Studio album by the Mekons
- Released: 2004
- Studio: Western Sound Labs
- Label: Quarterstick
- Producer: The Mekons, Kenneth Sluiter

The Mekons chronology
| OOOH! (Out of Our Heads) (2002) | Punk Rock (2004) | Heaven & Hell: The Very Best of the Mekons (2004) |

= Punk Rock (album) =

Punk Rock is an album by the band the Mekons, released in 2004. The Mekons supported the album with a North American tour. Punk Rock was a success on college radio.

==Production==
The songs, written by the Mekons between 1977 and 1981, were recorded during the band's 25th anniversary tour. The band chose to record them live or live in the studio. Founding bandmember Jon Langford did not like the band's debut album, which he thought was not capably sung; he also lamented that it was released by Richard Branson's Virgin Records. Langford also thought that the songs still had meaning and were fun to play. The Mekons used a Canadian Mekons tribute band, Eaglebauer, on "Fight the Cuts". "The Building" was sung a cappella.

==Critical reception==

The Morning Call wrote that "the Mekons raise the right questions with the proper amount of skepticism, idealism and rude humor, without seeming to follow a formula." The Chicago Tribune determined that, "if the higher fidelity, better playing and technically anachronistic presence of later-addition Sally Timms' beautiful vocals belie (in the best possible way) the passage of time, the band does a great job capturing the rage and chaos of that important time."

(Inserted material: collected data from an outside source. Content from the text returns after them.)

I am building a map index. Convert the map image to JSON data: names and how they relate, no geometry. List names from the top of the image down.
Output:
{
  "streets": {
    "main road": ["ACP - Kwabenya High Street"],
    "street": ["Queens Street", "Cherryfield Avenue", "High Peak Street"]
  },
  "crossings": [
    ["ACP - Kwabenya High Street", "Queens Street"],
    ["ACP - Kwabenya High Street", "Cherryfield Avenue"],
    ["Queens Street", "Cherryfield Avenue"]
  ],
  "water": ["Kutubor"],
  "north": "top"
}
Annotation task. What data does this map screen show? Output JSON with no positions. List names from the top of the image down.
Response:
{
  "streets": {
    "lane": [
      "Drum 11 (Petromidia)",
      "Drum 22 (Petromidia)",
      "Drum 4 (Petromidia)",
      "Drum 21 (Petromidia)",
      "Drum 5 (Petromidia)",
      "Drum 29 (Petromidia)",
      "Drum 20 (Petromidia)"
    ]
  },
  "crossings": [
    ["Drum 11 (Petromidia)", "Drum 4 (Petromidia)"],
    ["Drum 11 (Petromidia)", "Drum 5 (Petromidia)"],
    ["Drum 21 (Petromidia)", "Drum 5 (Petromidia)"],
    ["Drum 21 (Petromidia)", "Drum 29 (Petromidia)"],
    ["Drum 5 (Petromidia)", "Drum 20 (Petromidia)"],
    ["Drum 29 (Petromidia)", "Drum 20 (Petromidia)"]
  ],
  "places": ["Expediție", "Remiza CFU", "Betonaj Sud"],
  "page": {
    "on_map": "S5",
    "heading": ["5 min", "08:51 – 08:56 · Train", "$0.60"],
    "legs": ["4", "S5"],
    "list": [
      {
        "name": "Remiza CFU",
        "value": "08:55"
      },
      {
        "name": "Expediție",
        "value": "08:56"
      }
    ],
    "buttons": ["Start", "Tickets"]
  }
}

Chuck Eddy, in The Village Voice, concluded that "Punk Rock salvages plenty of odes to failure/disgrace/infidelity/life-during-wartime plus drunken rants about bowing to republic and employer from rare imports long sold to used-vinyl stores, updating them with a pint-glass accordion-and-fiddle two-step jigginess Jon Langford's merry men and women didn't perfect till 1983's English Dancing Master EP." Rolling Stone noted that "the memorable, politically minded tunes are a testament to the band's bighearted collective spirit." Robert Christgau determined that "one comparison is the eponymous hardcore album Rancid dropped in 2000 when ska felt played out, but this is sharper and more varied."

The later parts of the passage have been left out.